» **WORK REQUIRED**: Your response should contain each line of the data that includes "Market".

(Saved entries)
▬▬▬▬▬▬

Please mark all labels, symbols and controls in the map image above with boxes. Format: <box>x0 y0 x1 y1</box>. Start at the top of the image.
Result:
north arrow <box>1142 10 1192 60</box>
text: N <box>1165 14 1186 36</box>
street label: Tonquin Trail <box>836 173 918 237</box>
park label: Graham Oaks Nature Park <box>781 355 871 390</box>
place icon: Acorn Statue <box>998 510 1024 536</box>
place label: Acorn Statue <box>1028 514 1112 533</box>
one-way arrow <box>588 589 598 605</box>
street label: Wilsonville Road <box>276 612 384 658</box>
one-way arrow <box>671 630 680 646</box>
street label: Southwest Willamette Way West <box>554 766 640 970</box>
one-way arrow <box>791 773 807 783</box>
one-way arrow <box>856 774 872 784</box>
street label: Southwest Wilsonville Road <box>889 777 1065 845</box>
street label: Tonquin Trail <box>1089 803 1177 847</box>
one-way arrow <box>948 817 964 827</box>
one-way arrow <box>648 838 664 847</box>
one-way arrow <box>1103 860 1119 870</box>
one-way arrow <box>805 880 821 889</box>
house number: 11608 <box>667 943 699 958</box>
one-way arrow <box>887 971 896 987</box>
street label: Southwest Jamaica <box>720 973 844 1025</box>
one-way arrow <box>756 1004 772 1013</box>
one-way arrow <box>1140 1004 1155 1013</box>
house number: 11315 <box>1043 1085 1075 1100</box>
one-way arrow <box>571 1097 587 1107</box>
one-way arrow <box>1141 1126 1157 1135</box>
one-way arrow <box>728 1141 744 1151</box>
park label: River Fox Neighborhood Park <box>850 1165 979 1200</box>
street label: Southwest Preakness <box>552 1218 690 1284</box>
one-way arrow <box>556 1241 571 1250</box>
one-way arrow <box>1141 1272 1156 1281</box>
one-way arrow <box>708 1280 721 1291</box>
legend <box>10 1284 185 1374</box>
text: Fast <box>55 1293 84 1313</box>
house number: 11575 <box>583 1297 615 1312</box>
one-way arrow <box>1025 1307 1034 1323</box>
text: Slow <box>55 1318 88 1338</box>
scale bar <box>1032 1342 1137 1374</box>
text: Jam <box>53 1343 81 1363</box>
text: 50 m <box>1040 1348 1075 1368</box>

▬▬▬▬▬▬

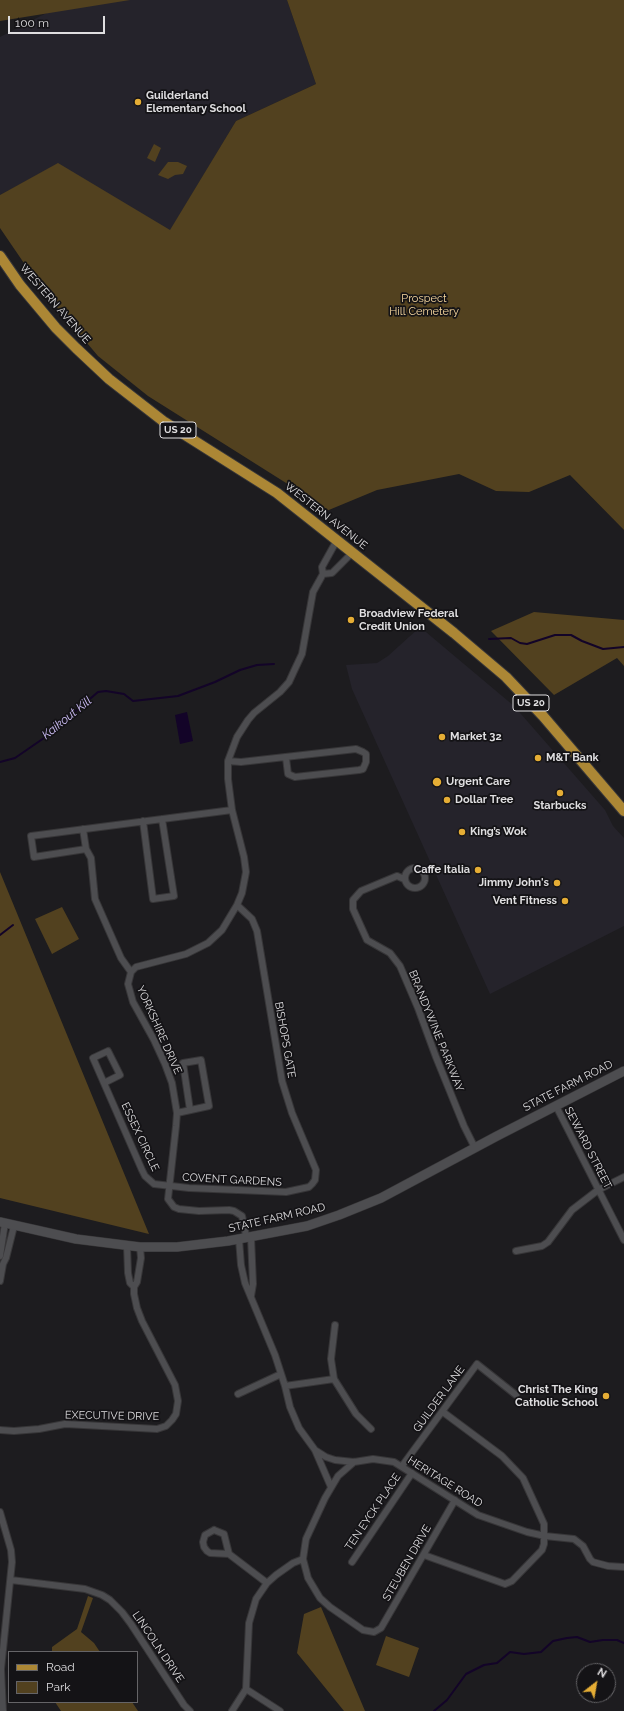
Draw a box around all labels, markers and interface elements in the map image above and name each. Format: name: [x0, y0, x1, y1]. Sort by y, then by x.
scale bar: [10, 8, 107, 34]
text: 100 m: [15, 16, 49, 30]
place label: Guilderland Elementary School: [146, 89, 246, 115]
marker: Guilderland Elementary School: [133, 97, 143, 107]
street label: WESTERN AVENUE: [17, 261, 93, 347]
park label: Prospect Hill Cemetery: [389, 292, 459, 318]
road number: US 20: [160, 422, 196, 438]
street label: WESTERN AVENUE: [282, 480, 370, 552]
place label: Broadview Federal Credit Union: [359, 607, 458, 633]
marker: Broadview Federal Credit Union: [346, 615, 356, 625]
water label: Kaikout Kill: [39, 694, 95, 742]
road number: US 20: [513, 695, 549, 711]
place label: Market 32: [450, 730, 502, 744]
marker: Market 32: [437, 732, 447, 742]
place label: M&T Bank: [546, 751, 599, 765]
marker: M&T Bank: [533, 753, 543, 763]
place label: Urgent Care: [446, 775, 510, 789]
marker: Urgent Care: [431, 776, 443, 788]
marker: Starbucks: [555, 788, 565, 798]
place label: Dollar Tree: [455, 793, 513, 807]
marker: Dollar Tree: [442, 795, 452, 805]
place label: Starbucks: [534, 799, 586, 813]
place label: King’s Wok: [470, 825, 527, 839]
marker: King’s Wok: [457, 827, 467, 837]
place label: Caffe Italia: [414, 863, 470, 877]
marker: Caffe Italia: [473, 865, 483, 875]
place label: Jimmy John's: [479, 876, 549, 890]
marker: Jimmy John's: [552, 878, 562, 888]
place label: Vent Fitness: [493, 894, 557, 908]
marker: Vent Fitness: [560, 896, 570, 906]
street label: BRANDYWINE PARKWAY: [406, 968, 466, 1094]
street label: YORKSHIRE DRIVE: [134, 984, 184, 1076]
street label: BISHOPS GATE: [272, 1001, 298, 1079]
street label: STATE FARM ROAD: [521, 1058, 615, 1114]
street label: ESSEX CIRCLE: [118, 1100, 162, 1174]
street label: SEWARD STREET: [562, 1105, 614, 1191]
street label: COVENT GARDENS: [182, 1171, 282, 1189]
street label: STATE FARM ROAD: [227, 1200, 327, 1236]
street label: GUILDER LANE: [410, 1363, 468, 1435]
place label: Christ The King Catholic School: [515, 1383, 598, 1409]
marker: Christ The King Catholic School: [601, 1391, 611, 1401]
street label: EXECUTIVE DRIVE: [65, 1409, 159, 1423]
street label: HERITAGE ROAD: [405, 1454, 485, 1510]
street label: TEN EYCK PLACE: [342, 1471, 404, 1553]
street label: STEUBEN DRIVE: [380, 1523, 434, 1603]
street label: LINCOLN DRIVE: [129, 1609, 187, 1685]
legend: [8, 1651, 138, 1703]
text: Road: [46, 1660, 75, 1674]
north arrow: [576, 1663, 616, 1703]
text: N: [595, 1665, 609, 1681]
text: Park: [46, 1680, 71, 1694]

▬▬▬▬▬▬

» **ANSWER BELOW**:
place label: Market 32: [450, 730, 502, 744]
marker: Market 32: [437, 732, 447, 742]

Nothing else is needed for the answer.